David Henry Hwang is a California-born playwright who became deeply interested in incorporating Chinese opera and theater elements into his American-produced & staged plays. After reading about the Boursicot/Chi affair, he was struck by how much it reminded him of Puccini’s opera Madame Butterfly. In that opera, an American naval officer rents a house in Nagasaki for himself and his fiance, Butterfly. Butterfly is a 15-year-old girl he’s marrying for convenience with plans to abandon her as soon as he can secure an American bride. She even converts to Christianity for her future husband just before their wedding. The naval officer leaves after impregnating his wife, and years pass with Butterfly waiting for his return. Everyone around her tells the girl he’s not coming back and to go ahead and remarry. She refuses. Then one day, the ship shows up with Butterfly’s husband and his new American wife. She has agreed to raise the child, which they will take away from Butterfly. Realizing she has little power, Butterfly gives up her child, stepping behind a screen and killing herself as she has nothing to live for.

The press drew the connection between this real scandal, also involving a fake son that Shi produced to convince Bouriscot. Hwang thought the real-life case presented a reversal of the opera, where the Asian person managed to take advantage of the Westerner. In Hwang’s play, French diplomat René Gallimard (Jeremy Irons) is a civil servant working in the French embassy in China. He falls in love with Song Liling (John Lone), an opera singer claiming to not realize the female roles are all played by male actors. Gallimard is married but doesn’t hesitate to carry on an affair with Song. The audience is shown that Song is a spy for the Chinese government, gathering intelligence on operations in Vietnam. Song claims she must leave and returns months later with a baby, saying it is Gallimard’s. They are separated again when the diplomat is forced to return to France, but Song arrives, and they marry. The truth comes out, and Gallimard is put on trial, where he comes face to face with Song’s betrayal.

In our modern context, there is an urge to immediately discuss this film as part of the transgender discourse. However, I don’t think that’s necessarily the correct angle to approach it. Firstly, there’s the harmful “trap” cliche, the gross claim that transwomen are trying to trick cis men into believing they are really women. This excuse has been used many times as a justification for the assault and murder of transwomen. In reality, the men who commit these acts of violence are self-loathing individuals whose inability to accept their own sexual attraction to more than just cis women makes them lash out. Trans people are exceptionally vulnerable and unprotected in Western society, so these brutes often get away with it. I definitely think gender is a theme here, but not in a way that completely gels with how we talk about it right now.

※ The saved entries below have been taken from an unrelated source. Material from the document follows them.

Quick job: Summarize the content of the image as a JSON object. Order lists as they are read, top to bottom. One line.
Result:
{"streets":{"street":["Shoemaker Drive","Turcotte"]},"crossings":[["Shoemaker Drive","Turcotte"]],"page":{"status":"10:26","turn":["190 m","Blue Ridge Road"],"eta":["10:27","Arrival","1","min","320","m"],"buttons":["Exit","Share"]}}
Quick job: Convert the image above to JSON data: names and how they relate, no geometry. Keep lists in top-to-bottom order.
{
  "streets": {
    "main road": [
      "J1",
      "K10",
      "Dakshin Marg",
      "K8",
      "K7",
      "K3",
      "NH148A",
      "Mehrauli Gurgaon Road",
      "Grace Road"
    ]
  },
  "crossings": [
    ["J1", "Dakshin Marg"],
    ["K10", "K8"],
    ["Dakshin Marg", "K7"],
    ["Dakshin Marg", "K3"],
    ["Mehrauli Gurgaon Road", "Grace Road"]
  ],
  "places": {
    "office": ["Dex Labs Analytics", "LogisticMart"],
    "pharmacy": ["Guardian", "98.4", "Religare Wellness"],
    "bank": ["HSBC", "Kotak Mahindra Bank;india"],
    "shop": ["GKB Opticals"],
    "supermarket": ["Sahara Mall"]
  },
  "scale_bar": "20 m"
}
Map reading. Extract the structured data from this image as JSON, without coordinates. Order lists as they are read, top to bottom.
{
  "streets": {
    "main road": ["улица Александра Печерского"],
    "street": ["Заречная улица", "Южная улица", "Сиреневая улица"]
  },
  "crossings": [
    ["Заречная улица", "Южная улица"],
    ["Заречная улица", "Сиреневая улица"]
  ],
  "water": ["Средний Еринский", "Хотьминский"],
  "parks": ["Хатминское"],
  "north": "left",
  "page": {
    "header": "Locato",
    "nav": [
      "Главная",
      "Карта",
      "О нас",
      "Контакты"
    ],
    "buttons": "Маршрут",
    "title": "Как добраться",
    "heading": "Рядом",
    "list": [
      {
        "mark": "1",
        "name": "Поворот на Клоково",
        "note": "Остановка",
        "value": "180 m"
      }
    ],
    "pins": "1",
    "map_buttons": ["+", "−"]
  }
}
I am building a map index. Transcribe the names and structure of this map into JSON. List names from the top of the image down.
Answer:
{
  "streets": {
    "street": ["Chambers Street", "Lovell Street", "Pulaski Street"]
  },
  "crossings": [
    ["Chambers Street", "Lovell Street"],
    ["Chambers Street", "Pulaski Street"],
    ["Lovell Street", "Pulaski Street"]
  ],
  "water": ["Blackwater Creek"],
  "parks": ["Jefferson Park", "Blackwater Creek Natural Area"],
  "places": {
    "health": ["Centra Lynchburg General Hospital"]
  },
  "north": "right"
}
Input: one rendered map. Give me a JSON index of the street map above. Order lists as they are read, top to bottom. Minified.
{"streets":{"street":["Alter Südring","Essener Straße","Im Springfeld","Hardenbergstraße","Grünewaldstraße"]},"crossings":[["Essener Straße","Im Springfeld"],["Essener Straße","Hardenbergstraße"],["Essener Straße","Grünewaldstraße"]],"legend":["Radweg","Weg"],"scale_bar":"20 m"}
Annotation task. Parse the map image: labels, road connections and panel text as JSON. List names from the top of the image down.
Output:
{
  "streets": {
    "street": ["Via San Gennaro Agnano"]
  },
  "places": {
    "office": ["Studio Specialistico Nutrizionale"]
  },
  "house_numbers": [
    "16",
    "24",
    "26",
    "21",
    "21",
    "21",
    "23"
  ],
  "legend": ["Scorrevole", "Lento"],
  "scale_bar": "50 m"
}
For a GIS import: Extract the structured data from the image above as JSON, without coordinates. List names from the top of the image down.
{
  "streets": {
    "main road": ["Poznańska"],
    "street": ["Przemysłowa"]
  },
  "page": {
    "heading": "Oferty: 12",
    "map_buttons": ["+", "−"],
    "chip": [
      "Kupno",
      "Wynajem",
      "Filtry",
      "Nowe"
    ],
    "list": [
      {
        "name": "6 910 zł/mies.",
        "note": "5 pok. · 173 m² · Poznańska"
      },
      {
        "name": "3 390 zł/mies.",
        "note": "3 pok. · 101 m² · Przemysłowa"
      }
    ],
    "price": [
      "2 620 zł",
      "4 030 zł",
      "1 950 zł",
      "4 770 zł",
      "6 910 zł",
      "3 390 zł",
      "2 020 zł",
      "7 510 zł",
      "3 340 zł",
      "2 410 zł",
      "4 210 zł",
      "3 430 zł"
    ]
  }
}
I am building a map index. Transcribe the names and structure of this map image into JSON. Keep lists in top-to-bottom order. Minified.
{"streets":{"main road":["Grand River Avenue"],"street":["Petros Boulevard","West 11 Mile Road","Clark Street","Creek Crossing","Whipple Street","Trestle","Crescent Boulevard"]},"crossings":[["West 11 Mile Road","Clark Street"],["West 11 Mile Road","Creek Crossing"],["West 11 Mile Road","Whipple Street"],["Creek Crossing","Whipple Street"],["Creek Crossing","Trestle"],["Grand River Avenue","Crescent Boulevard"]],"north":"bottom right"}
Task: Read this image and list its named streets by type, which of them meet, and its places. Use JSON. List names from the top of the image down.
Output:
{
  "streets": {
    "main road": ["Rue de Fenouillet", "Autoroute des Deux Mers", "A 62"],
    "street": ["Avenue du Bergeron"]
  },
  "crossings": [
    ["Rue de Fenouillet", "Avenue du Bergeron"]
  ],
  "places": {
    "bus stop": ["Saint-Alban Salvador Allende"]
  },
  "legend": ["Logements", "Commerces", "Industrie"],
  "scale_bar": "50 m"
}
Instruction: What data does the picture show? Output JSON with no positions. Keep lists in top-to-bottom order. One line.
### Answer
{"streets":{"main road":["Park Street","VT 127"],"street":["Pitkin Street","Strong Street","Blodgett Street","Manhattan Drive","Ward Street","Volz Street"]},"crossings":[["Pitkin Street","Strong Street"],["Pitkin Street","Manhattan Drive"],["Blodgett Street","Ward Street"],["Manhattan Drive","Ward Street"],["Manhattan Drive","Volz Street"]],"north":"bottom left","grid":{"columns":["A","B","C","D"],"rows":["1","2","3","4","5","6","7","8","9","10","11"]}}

There’s a refrain throughout M. Butterfly about the best person you could find to live up to a man’s ideal of a woman would be another man in the role of a woman. This is explained by the fact that a cis man’s concept of “woman” is typically shaped by objectifying her, seeing her as something to get pleasure from and to serve him. In reality, women, both cis & trans, don’t exist inside such narrow definitions and have autonomy. Thus, so many cis men are dissatisfied and angry about women. Look at the incel movement, which has proponents like Nick Fuentes, who has made claims that having sex with a woman is a “gay” act. These men have desires they cannot psychologically wrestle with, so they slip into complete derangement about gender & sexuality. It’s why they should never be taken seriously and, instead, be put into psychological treatment. Having been born male, Song knows what men desire because she has become so adept at playing a woman’s role as defined by the desires of men. That’s the key here, the difference between actual living, breathing women (cis & trans) and the male concept of “woman.” Gallimard is so thoroughly seduced into a stupor because Song knows precisely what this sexually unfulfilled man wants to experience. 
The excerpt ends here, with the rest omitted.